I have always liked the contrast of matte and shiny, earthy and colorful in this line of products:

And I found this little cabbage-y tea set to be enchanting:

There was a whole shelf of shimmery urns:

Here's a closeup of my favorite one:

Check out the texture on the teacups and the cannister:

Even the bottom of the teacup has texture!!  I love it!  If I remember right, these teacups were more the size of a soup bowl.

 And last but not least, here are some bowls with great texture.  The center one reminds me of a crocheted basket.

There is much more in the shop--these are just some of my favorite pieces.  I think I need to go find some yarn--my mind is brimming with possibilities!  I hope the tour has inspired you, as well.  Go forth and create!

Friday, October 15, 2010


Inspiration from Other Art Forms

Sometimes, I find inspiration in things that have been created by others, often in totally different media.  My husband and I recently made a badly-needed day trip to the Oregon Coast, and visited a couple of our favorite shops there.  We have been fans of these shops for over 30 years now, and always enjoy browsing the beautifully crafted products they contain.  Today's post is about the first of these shops.

Alder House is the studio of Buzz and Anne Williams.  They, along with a few other artists, create gorgeous hand-blown glass objects in their studio just south of Lincoln City.  The studio has windows at eye level, with wide sills for display of the glass, so that the light shines through it and makes it glow.

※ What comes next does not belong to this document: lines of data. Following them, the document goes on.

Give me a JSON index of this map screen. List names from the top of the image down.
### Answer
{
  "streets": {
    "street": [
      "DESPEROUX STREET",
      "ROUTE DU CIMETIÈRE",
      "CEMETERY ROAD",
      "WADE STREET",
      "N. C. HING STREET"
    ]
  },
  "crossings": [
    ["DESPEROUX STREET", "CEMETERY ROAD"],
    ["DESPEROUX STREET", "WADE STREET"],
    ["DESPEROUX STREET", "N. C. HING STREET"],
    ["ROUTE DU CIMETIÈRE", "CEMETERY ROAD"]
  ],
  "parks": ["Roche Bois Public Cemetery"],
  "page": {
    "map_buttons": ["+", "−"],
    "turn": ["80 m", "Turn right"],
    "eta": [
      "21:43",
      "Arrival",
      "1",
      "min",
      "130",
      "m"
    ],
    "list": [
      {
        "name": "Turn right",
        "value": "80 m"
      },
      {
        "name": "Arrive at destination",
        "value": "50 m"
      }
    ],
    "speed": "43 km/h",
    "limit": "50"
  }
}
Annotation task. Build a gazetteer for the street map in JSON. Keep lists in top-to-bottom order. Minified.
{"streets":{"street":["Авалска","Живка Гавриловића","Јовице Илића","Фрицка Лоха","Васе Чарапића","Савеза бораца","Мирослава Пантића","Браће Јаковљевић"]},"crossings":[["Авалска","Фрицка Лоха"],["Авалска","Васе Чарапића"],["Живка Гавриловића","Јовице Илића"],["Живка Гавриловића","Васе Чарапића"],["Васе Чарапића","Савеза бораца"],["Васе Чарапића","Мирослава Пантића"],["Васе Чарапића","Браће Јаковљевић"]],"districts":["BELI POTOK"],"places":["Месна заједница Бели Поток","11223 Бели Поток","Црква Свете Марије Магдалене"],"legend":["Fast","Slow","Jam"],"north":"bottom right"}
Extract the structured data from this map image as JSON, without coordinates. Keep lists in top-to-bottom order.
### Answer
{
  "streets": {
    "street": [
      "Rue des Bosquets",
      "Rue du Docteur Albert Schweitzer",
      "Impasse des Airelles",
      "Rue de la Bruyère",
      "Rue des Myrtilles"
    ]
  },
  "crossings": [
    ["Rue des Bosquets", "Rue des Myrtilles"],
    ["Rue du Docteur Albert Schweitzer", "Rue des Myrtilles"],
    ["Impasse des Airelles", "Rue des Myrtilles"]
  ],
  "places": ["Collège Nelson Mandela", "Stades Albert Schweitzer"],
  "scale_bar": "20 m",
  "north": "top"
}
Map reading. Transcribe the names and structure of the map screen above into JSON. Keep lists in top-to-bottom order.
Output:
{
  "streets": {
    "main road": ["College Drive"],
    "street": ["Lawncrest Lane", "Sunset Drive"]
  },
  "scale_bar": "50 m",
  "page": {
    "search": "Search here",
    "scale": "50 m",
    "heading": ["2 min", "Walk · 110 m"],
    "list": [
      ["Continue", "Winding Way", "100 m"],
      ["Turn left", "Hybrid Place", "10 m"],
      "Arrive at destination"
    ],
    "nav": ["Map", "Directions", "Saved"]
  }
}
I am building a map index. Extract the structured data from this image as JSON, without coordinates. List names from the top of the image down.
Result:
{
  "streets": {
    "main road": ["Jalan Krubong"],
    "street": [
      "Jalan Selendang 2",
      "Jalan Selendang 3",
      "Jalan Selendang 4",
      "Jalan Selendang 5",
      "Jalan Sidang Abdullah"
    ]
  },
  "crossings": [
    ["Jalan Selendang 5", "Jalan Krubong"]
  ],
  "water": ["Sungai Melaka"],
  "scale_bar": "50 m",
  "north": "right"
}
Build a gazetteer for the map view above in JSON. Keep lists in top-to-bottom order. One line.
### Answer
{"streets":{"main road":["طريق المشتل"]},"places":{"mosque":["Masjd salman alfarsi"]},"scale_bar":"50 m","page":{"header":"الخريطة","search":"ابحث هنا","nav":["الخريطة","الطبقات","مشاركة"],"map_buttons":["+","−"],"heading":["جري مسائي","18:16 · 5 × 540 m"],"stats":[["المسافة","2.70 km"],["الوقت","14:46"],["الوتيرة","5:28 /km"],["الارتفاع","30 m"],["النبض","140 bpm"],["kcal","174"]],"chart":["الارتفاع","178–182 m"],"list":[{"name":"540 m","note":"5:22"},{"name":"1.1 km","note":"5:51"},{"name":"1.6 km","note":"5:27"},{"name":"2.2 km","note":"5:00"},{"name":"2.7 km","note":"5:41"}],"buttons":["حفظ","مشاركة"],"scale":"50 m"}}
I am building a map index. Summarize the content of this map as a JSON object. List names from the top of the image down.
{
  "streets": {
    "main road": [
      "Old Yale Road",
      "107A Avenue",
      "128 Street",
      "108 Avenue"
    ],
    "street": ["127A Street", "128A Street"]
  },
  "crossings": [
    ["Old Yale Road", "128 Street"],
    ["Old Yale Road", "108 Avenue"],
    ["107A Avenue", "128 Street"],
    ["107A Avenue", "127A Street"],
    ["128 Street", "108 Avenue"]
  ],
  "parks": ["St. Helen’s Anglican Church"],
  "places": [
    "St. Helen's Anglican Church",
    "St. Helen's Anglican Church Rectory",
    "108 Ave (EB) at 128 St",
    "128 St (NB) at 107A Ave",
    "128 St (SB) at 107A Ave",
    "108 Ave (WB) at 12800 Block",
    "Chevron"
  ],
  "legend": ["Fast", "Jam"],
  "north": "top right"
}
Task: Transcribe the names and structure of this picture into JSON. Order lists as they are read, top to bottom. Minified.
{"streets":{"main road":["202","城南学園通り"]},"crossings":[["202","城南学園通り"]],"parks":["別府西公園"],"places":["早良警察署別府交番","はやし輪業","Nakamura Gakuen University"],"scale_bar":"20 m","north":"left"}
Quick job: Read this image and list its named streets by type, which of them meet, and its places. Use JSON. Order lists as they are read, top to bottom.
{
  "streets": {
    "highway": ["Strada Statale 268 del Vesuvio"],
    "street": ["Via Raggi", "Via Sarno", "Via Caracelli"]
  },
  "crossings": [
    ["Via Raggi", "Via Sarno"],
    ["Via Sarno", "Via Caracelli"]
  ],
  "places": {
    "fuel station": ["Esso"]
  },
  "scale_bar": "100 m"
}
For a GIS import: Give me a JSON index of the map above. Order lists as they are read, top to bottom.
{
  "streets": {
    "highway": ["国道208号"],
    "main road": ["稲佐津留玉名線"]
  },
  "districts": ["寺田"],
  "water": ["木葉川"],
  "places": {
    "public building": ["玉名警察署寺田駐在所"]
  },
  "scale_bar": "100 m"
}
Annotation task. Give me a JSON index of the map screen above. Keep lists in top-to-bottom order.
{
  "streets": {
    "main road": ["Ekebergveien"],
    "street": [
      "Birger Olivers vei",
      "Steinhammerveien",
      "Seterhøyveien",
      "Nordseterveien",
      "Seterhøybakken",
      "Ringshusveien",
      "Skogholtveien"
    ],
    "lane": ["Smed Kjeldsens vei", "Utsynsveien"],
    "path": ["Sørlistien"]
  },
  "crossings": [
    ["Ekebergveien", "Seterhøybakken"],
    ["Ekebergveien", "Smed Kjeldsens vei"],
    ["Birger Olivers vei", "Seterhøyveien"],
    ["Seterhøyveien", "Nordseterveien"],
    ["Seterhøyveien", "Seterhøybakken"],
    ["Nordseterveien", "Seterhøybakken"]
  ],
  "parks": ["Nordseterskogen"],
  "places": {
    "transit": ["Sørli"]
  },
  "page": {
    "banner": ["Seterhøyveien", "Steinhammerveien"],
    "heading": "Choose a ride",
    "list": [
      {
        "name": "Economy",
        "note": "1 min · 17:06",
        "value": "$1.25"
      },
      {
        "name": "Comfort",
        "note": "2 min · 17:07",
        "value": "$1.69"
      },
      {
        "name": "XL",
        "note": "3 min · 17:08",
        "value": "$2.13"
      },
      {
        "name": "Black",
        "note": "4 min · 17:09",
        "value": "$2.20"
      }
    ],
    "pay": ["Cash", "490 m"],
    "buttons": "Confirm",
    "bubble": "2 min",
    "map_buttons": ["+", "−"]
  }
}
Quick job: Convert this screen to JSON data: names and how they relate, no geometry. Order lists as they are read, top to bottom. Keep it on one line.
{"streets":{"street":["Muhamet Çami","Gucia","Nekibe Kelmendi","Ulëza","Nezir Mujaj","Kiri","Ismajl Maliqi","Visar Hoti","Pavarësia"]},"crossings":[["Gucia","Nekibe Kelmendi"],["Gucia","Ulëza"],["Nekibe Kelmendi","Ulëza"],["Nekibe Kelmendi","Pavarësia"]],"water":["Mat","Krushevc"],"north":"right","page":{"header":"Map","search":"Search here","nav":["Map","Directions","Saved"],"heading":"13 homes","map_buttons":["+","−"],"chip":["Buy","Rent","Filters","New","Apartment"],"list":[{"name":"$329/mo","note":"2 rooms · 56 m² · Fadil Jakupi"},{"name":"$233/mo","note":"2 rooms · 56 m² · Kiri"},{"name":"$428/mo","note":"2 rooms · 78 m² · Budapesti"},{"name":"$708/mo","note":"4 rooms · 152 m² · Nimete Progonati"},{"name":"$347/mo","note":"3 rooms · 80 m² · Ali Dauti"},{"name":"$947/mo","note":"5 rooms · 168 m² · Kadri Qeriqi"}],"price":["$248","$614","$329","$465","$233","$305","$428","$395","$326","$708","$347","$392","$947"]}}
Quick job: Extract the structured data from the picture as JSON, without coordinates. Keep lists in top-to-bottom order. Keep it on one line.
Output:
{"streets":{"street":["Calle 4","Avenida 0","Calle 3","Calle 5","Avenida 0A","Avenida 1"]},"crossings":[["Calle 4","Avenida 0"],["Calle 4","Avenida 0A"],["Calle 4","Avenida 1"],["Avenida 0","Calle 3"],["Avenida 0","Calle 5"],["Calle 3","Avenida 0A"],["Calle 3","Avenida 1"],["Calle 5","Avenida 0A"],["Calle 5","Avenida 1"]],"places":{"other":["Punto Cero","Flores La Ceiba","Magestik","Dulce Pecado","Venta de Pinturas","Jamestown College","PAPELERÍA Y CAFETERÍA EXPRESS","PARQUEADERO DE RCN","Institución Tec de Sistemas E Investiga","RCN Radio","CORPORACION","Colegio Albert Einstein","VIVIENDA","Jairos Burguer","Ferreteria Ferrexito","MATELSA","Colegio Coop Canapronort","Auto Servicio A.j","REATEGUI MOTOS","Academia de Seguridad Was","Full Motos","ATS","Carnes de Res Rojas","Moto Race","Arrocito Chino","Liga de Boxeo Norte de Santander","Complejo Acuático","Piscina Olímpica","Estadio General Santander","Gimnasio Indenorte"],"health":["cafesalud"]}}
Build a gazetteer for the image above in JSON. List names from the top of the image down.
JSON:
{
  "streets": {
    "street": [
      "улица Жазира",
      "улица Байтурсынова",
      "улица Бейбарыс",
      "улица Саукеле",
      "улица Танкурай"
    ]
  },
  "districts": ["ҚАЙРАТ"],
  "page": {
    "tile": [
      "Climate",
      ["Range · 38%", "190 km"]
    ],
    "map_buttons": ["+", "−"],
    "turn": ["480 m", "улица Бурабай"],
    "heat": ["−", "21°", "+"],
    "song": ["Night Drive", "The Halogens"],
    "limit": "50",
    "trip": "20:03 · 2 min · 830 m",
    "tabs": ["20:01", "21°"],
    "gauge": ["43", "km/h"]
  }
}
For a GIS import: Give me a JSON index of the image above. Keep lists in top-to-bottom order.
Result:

Seeing the brightly colored shiny glass glowing in the sunlight always inspires me.  I want to create this kind of glowing color in my textile projects!

Alder House is more than just a gallery of objets d'art, though.  It is a working studio, in which the artisans create the objects that will be sold there.  The artist demonstrates his craft in front of the visitors, explaining what he is doing and why.  As much as I enjoy drooling over the gorgeous glass display, I cannot resist watching the artist at work, even though I have watched this process many times over the years.  It is somewhat mesmerizing to watch the twirling glass at the end of the blower's rod take shape, almost always in a rather surprising way.

This time, we got to watch glassblower Treasure Collupy create a glass starfish.  Here he is heating the starfish towards the end of the process:

Here's another shot of the starfish.  In this one, I believe he's smoothing the points at the end of the starfish's legs.

Of course, the color of the starfish will be very different when it has cooled.  I believe this one will be green and blue!

And now, for a sampling of the vibrant colors and graceful shapes of Alder House glasswork:

I hope you have enjoyed the tour as much as I did.  The question now, is, how will this affect my creations in fiber and yarn?  How will it affect yours??